DIRECTIONS FOR THIS TASK
Take each line in the entries below that holds "nowrap" and show it.

(Saved entries)
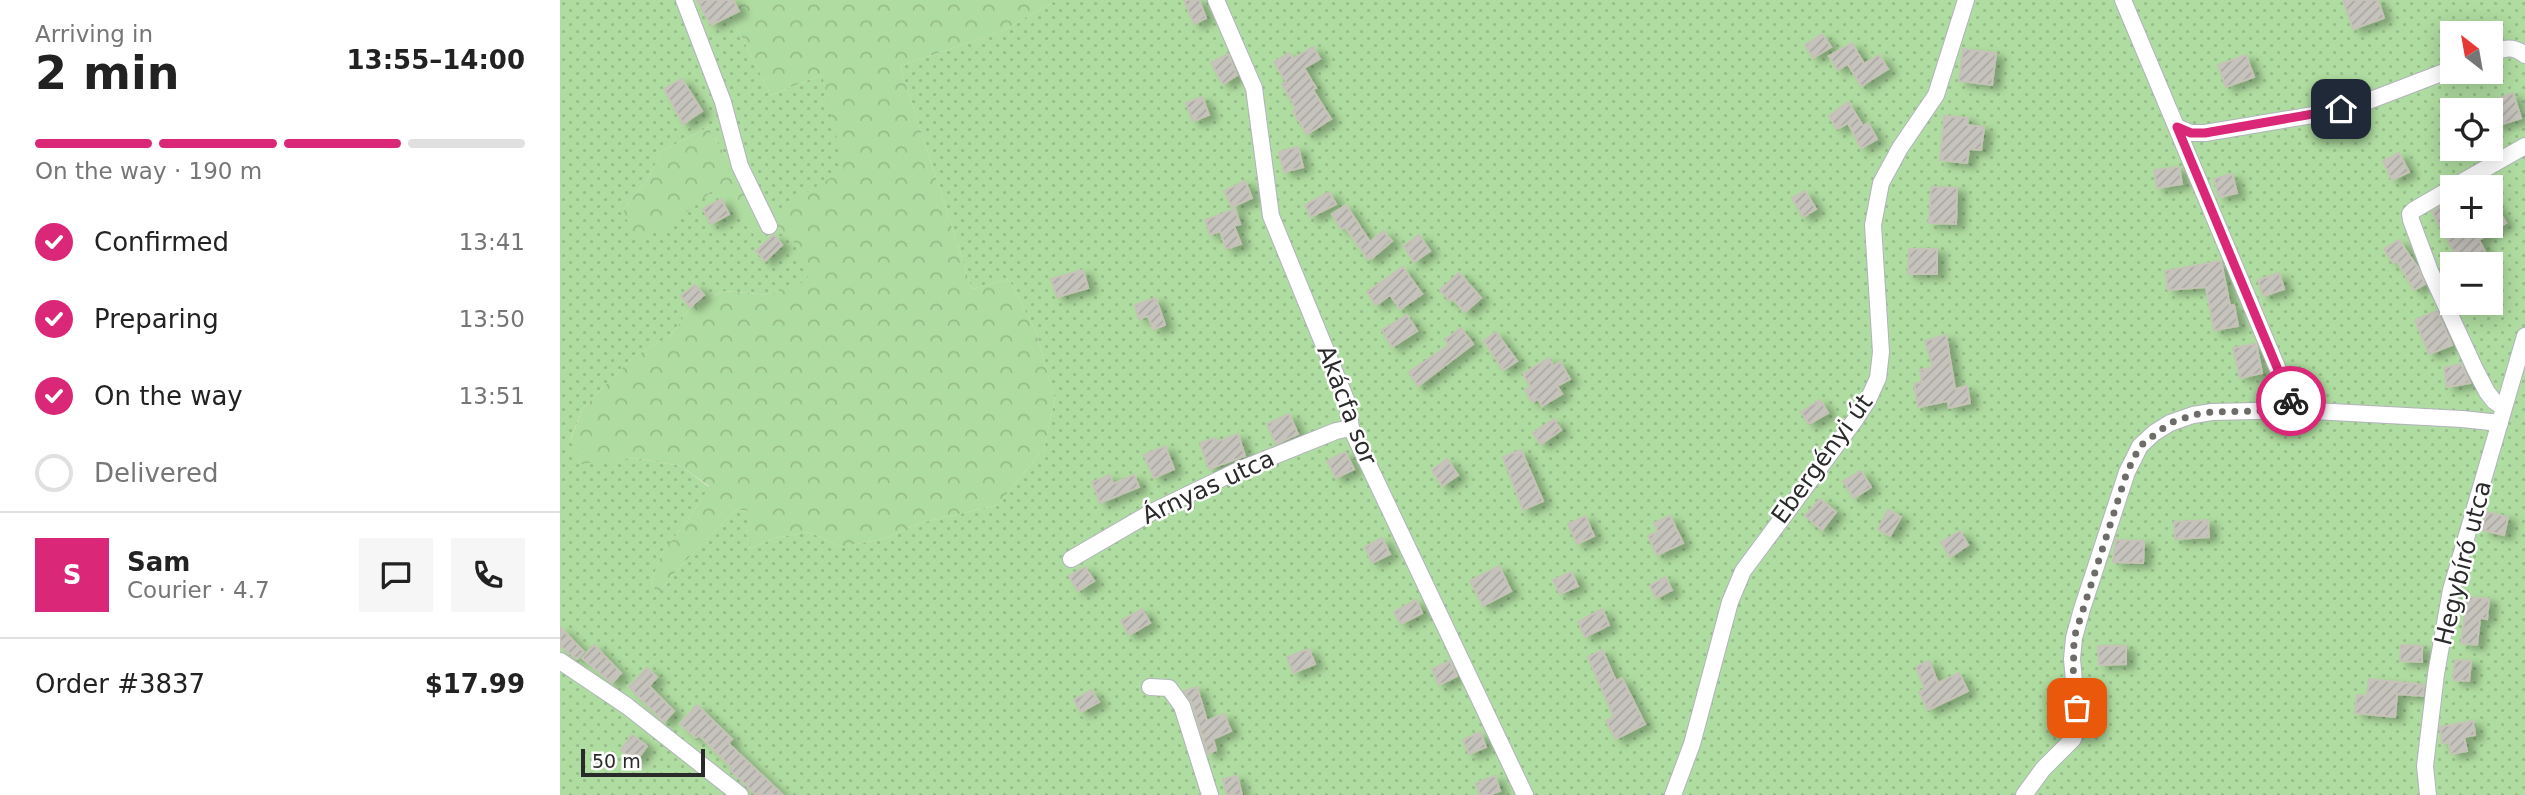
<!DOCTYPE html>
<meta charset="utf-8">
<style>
:root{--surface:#fff;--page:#f6f6f6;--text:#222;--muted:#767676;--line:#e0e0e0;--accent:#db2777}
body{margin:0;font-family:"DejaVu Sans",sans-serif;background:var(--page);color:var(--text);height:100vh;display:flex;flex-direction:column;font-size:26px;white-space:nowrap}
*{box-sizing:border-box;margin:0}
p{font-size:23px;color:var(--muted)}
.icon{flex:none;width:38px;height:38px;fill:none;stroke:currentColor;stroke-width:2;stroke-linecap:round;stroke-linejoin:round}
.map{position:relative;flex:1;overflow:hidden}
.drawer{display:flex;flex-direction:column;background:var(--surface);width:560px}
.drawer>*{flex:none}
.needle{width:46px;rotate:329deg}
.tools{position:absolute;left:1880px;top:21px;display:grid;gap:14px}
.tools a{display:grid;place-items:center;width:63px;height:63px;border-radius:0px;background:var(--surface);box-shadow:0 4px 18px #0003;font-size:35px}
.scale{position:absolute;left:21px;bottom:18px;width:124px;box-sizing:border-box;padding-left:7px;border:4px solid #2a2a2a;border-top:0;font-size:19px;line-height:24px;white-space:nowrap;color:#2a2a2a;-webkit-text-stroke:5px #fff;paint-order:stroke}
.pin{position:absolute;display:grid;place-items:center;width:60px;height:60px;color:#fff;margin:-30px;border-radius:14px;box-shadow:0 4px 10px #0006}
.courier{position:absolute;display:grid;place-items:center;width:70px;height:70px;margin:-35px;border:5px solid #db2777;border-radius:50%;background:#fff;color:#222;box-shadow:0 2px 9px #0007}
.overview em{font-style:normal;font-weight:800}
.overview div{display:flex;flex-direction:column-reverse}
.overview{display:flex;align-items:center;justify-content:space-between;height:119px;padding:0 35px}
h1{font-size:46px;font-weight:800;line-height:52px}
.bar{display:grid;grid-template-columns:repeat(4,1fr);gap:10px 7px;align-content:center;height:84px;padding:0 35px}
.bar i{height:9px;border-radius:5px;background:var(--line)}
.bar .on{background:var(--accent)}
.bar p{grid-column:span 4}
.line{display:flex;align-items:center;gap:18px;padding:0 35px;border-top:2px solid var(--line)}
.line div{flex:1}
.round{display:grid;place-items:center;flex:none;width:74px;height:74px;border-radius:0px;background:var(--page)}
ol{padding:0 35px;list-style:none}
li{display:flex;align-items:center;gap:21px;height:77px}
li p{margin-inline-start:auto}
li .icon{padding:7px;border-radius:50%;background:var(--accent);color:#fff;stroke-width:4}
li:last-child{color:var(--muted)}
li i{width:38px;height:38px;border:4px solid var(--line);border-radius:50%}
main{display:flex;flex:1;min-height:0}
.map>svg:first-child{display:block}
.forest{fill:url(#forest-crowns)}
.garden{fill:url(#garden-dots);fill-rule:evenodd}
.building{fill:url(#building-hatch);stroke:#c6c2b8;stroke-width:2;filter:url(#shadow)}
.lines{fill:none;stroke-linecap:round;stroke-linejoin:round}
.minor-casing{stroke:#b1b3bc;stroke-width:18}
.minor{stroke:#fff;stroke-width:16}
.done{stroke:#6e6c69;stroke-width:7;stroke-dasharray:0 12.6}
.route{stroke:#db2777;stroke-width:9}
.labels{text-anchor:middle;stroke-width:5;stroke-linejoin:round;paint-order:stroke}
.street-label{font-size:24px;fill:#2a2a2a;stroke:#fff}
</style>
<main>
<section class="drawer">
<div class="overview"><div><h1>2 min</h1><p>Arriving in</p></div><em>13:55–14:00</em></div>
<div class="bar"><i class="on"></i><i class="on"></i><i class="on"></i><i></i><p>On the way · 190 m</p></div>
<ol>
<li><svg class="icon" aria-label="check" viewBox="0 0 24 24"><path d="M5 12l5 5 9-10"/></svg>Confirmed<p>13:41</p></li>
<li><svg class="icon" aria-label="check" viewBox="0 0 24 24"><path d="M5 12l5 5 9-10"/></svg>Preparing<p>13:50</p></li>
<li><svg class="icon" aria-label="check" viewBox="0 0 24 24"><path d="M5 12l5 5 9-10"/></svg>On the way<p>13:51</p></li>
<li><i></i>Delivered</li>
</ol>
<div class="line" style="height:126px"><b class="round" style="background:var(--accent);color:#fff">S</b><div><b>Sam</b><p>Courier · 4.7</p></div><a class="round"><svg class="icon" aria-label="chat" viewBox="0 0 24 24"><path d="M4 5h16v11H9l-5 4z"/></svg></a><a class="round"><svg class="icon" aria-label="phone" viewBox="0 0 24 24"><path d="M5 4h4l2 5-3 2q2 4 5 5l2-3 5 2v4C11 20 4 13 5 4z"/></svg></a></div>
<div class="line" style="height:91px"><div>Order #3837</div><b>$17.99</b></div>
</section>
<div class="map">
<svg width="1965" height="795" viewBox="0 0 1965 795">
<defs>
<pattern id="forest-crowns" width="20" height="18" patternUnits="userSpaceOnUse" patternTransform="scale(1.75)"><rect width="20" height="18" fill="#afdca0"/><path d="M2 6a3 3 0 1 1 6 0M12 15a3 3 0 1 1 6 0" fill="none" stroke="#97bd8a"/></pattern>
<pattern id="garden-dots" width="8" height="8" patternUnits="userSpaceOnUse" patternTransform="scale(1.75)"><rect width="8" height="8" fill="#afdca0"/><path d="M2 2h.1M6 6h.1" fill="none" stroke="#97bd8a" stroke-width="1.8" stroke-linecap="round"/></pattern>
<pattern id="building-hatch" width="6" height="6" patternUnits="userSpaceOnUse" patternTransform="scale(1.75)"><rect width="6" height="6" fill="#c6c3bd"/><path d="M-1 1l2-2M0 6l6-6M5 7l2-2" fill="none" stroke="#aaa8a3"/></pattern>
<filter id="shadow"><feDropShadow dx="8" dy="4.5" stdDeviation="3.5" flood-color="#0004"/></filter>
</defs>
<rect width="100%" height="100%" fill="#ebe6de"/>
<path class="forest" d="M163,0H497L440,32L340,66L412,289L449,279L476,332L495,399L484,448L438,505L360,523L323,539L281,547L249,532L215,538L190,549L186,533L190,511L176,510L117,570L97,595L91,582L103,551L131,516L149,486L121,466L75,458L21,465L11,439L23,408L72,358L111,335L130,308L164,291L210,295L195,236L157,188L106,230L73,241L63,209L87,180L102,151L148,127L204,218L262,75L211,95Z"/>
<path class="garden" d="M0,0H163L211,95L262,75L284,170L204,218L148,127L102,151L87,180L63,209L74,240L106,229L157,187L195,236L230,233L249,280L210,295L164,291L130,308L111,335L72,358L23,408L11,438L21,464L75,458L121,466L149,487L131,516L103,551L91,582L97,595L117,570L176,510L191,511L186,533L190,549L215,538L249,532L281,547L323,539L360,523L438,505L484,448L495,399L476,332L449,279L412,289L340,66L440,32L497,0H1965V795H0ZM1892,33H1930V72H1892ZM1892,110H1930V149H1892ZM1892,187H1930V226H1892ZM1892,264H1930V303H1892Z"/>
<g class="building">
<path d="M137,0H173L179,11L151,25Z"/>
<path d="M624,0H639L646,18L634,24Z"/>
<path d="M1783,0H1818L1824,18L1793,29Z"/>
<path d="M1262,34L1271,47L1253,58L1245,45Z"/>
<path d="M1292,43L1304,64L1319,55L1328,69L1301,86L1288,64L1278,70L1269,56Z"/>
<path d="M753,47L760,59L744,68L756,88L753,90L771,119L747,134L733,111L736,109L722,84L726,82L714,62L729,53L733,59Z"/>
<path d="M1403,49L1436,53L1432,85L1399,81Z"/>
<path d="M668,54L677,75L663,84L651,63Z"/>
<path d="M1686,55L1694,77L1666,87L1658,65Z"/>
<path d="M122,79L142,111L123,124L104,89Z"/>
<path d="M1953,93L1961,118L1933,127L1930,110H1927L1925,103Z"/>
<path d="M642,97L649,115L633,121L626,103Z"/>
<path d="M1288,102L1303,126L1308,123L1317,139L1301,148L1288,123L1277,129L1269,116Z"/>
<path d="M1384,116L1408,118L1407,125L1424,127L1421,150L1409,149L1407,163L1380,160Z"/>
<path d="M738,147L743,167L724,172L719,152Z"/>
<path d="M1839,153L1849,172L1832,180L1823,161Z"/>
<path d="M1619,167L1622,184L1597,188L1594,170Z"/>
<path d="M1672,174L1677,193L1659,197L1654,179Z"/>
<path d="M685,181L692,198L672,207L664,191Z"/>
<path d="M1371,187L1397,188L1396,224L1369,223Z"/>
<path d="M1245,191L1256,209L1243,217L1232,198Z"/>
<path d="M769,192L776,204L751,217L745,205Z"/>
<path d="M1930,197L1946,223L1919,240L1931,264H1901L1872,212L1892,200V226H1930Z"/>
<path d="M161,199L169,214L151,224L143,209Z"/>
<path d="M786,205L810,242L823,231L832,241L812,258L808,259L785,227L781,229L772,214Z"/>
<path d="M675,209L680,224L674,226L681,244L666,249L660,231L650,235L645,220Z"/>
<path d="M214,235L222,245L205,261L196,251Z"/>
<path d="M859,235L870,251L854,262L844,246Z"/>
<path d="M1839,240L1858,268L1865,284L1854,290L1837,261L1833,263L1824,249Z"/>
<path d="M1349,249H1377V274H1348Z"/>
<path d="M1661,261L1670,306L1674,305L1678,326L1654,330L1646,287L1608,290L1605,271Z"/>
<path d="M843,267L862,294L840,309L830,295L816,305L807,292Z"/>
<path d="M523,270L528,288L497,297L491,279Z"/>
<path d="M899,273L921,298L905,312L893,299L890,301L880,290Z"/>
<path d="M1719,273L1724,289L1703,296L1698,280Z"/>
<path d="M135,285L144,295L130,307L121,296Z"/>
<path d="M596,298L605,325L593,329L588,316L579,319L575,305Z"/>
<path d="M1877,311L1892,345L1869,354L1855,320Z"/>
<path d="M847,315L857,331L832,347L822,330Z"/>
<path d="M901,328L913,344L858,386L849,372L889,345L885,340Z"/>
<path d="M936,332L957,361L943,370L924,341Z"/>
<path d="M1386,335L1395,389L1407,386L1410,403L1389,408L1388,401L1358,407L1354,384L1362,382L1360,370L1373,367L1365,341Z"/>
<path d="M1696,344L1702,373L1680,378L1673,348Z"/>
<path d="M989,358L993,366L1000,362L1010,379L997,386L1002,394L982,406L978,399L972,402L965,390L971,387L963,374Z"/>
<path d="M1901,364L1910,383L1887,387L1884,368Z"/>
<path d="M1260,400L1268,413L1249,424L1241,412Z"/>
<path d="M729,414L738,434L716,444L707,424Z"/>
<path d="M994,419L1001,430L981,444L973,433Z"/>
<path d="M678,434L685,456L649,469L640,443L656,438L657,442Z"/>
<path d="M605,446L614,469L594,478L584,455Z"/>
<path d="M961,450L983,501L963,510L943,457Z"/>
<path d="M785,452L794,469L776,478L767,461Z"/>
<path d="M887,459L898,475L882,486L872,470Z"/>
<path d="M1301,471L1311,487L1294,498L1283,481Z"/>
<path d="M550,475L553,484L574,475L579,487L540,503L532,482Z"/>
<path d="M1260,499L1276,512L1262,530L1245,516Z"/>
<path d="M1328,510L1341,517L1330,536L1318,529Z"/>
<path d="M1926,512L1948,517L1944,535L1922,530Z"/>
<path d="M1025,516L1034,536L1017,544L1008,524Z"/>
<path d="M1110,516L1123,543L1097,555L1088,536L1098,532L1094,523Z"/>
<path d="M1648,520L1649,537L1615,539L1614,522Z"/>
<path d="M1400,531L1408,545L1390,557L1381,542Z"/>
<path d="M822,538L830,554L812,563L805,547Z"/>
<path d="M1556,540L1584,541L1583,563L1553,562Z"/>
<path d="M939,566L951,591L923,606L910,581Z"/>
<path d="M525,567L534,581L518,591L509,576Z"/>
<path d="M1011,572L1018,586L1000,594L993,580Z"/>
<path d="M1105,577L1112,590L1096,598L1090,586Z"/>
<path d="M1908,597L1929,599L1927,619L1920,618L1917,645L1901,643Z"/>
<path d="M856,600L862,613L841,624L834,612Z"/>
<path d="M582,609L590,623L569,635L561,621Z"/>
<path d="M1042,609L1049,625L1025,637L1018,622Z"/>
<path d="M0,627L24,652L17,659L0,646Z"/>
<path d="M34,645L61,673L52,683L22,658Z"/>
<path d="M1841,645L1862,646V662L1840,661Z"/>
<path d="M1538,646H1566V664L1539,665Z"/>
<path d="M749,649L755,664L733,673L727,657Z"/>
<path d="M1042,650L1056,681L1062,678L1085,724L1056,739L1046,721L1054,717L1028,657Z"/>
<path d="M1895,660L1911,661L1909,681L1893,680Z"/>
<path d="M890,661L897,676L879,685L872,669Z"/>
<path d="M1369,661L1378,683L1399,673L1408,691L1368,710L1359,692L1365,689L1356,667Z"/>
<path d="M87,668L97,677L89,686L114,711L104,722L69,687Z"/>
<path d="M1809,679L1864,685L1863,696L1837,694L1835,717L1795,713L1797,695L1807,696Z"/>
<path d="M637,687L647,721L664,714L671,731L653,739L656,750L648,754L632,703L624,691Z"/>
<path d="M531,690L539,702L521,712L514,700Z"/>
<path d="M137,705L172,739L168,743L223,795H196L170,770L172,768L139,735L136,738L120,724Z"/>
<path d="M1913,721L1915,735L1904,737L1907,751L1891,754L1889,742L1882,743L1880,727Z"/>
<path d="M920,732L926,747L909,754L903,740Z"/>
<path d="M72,735L87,746L76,761L61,750Z"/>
<path d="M677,776L682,795H667L663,779Z"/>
<path d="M935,776L940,791L930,795H920L916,783Z"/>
</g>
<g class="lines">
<defs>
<g id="minor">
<path d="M124,0L163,102L180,166L209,226"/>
<path d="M656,0L694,88L711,216L787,402L791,428L965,795"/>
<path d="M1563,0L1735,410"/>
<path d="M1930,54C1944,48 1953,45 1965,55"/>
<path d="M1617,127L1631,133H1645L1759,114L1803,103L1892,69"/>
<path d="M1893,187L1965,146"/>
<path d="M1892,188L1854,210L1850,214L1851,220L1870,271L1915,369L1927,392L1934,401L1943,407"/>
<path d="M511,559L590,513L679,470L776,431L791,428"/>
<path d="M0,661L67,706L180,795"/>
<path d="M590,687L609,688L622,706L650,795"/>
<path d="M1113,795L1132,744L1170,602L1183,571L1295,420L1308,400L1318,378L1321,352L1313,225L1321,183L1340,148L1376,95L1406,0"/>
<path d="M1464,795L1483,769L1513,739L1518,724L1512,659L1514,638L1522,609L1567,472L1580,446L1594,433L1610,423L1633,415L1652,412L1735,410L1902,419L1940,423"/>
<path d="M1868,795L1865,766L1876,674L1891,590L1965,336"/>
</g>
</defs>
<use href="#minor" class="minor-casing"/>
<use href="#minor" class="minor"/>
</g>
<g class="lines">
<path class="done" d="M1517,708L1513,687L1514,638L1567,472L1580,446L1610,423L1633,415L1652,412L1735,410L1731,401"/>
<path class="route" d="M1731,401L1617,127L1631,133H1645L1781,109"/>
</g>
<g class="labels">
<g class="street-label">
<text transform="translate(787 405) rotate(69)" y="8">Akácfa sor</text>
<text transform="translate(1262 459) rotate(-54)" y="8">Ebergényi út</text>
<text transform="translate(648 487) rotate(-25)" y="8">Árnyas utca</text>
<text transform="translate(1903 563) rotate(-76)" y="8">Hegybíró utca</text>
</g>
</g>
</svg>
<div class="tools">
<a><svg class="needle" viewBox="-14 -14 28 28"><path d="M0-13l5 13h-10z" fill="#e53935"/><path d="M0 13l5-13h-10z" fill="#767676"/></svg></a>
<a><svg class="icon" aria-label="locate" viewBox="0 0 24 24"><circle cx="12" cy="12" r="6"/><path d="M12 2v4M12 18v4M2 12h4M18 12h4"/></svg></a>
<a>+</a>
<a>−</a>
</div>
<div class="scale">50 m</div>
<div class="pin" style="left:1517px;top:708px;background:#ea580c"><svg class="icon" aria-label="bag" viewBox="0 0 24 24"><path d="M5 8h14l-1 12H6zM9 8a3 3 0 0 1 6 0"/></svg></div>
<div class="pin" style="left:1781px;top:109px;background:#1f2937"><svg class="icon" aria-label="home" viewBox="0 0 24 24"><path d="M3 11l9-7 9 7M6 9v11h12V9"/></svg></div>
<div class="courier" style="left:1731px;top:401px"><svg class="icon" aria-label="bike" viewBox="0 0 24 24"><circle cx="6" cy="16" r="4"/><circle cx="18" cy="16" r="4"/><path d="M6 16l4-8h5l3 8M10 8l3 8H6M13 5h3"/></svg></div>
</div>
</main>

EXERCISE SOLUTION
body{margin:0;font-family:"DejaVu Sans",sans-serif;background:var(--page);color:var(--text);height:100vh;display:flex;flex-direction:column;font-size:26px;white-space:nowrap}
.scale{position:absolute;left:21px;bottom:18px;width:124px;box-sizing:border-box;padding-left:7px;border:4px solid #2a2a2a;border-top:0;font-size:19px;line-height:24px;white-space:nowrap;color:#2a2a2a;-webkit-text-stroke:5px #fff;paint-order:stroke}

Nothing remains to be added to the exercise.